[Stored data entries]
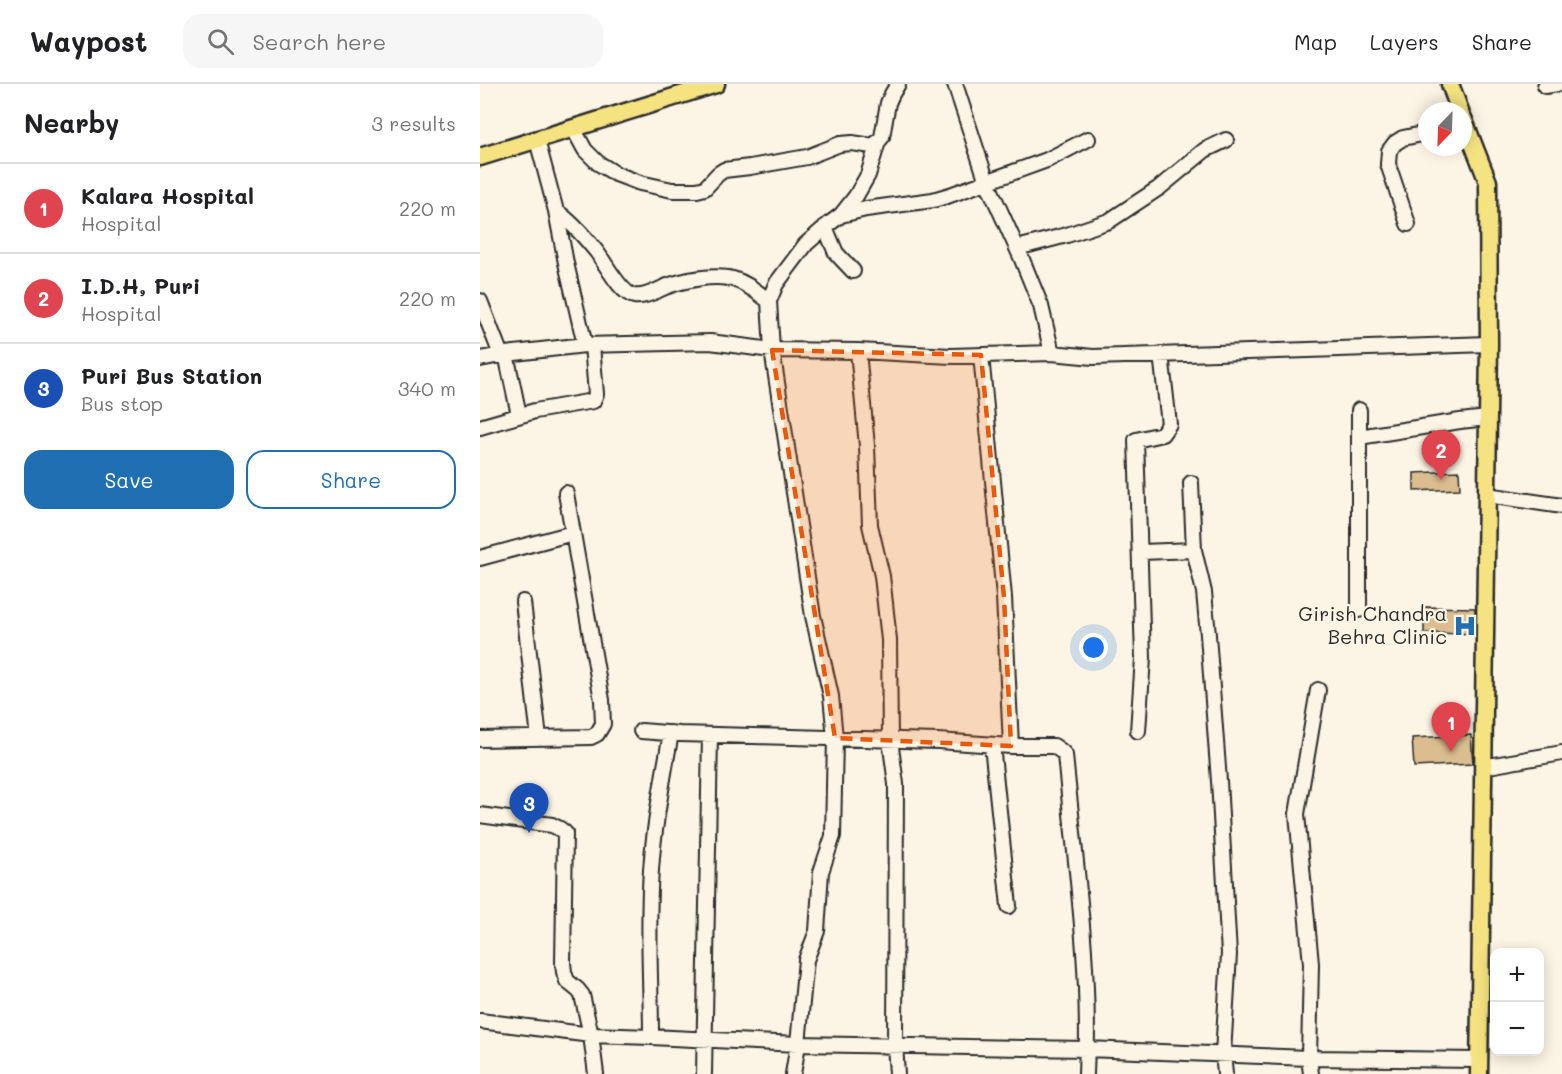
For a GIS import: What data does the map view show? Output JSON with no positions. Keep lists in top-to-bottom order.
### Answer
{
  "places": {
    "hospital": ["Girish Chandra Behra Clinic"]
  },
  "north": "bottom left",
  "page": {
    "header": "Waypost",
    "search": "Search here",
    "nav": ["Map", "Layers", "Share"],
    "heading": ["Nearby", "3 results"],
    "list": [
      {
        "mark": "1",
        "name": "Kalara Hospital",
        "note": "Hospital",
        "value": "220 m"
      },
      {
        "mark": "2",
        "name": "I.D.H, Puri",
        "note": "Hospital",
        "value": "220 m"
      },
      {
        "mark": "3",
        "name": "Puri Bus Station",
        "note": "Bus stop",
        "value": "340 m"
      }
    ],
    "pins": ["2", "1", "3"],
    "buttons": ["Save", "Share"],
    "map_buttons": ["+", "−"]
  }
}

◆ PROBLEM TO SOLVE ◆
Please reproduce every entry above exactly, but leave out the pictures.

◆ ANSWER ◆
For a GIS import: What data does the map view show? Output JSON with no positions. Keep lists in top-to-bottom order.
### Answer
{
  "places": {
    "hospital": ["Girish Chandra Behra Clinic"]
  },
  "north": "bottom left",
  "page": {
    "header": "Waypost",
    "search": "Search here",
    "nav": ["Map", "Layers", "Share"],
    "heading": ["Nearby", "3 results"],
    "list": [
      {
        "mark": "1",
        "name": "Kalara Hospital",
        "note": "Hospital",
        "value": "220 m"
      },
      {
        "mark": "2",
        "name": "I.D.H, Puri",
        "note": "Hospital",
        "value": "220 m"
      },
      {
        "mark": "3",
        "name": "Puri Bus Station",
        "note": "Bus stop",
        "value": "340 m"
      }
    ],
    "pins": ["2", "1", "3"],
    "buttons": ["Save", "Share"],
    "map_buttons": ["+", "−"]
  }
}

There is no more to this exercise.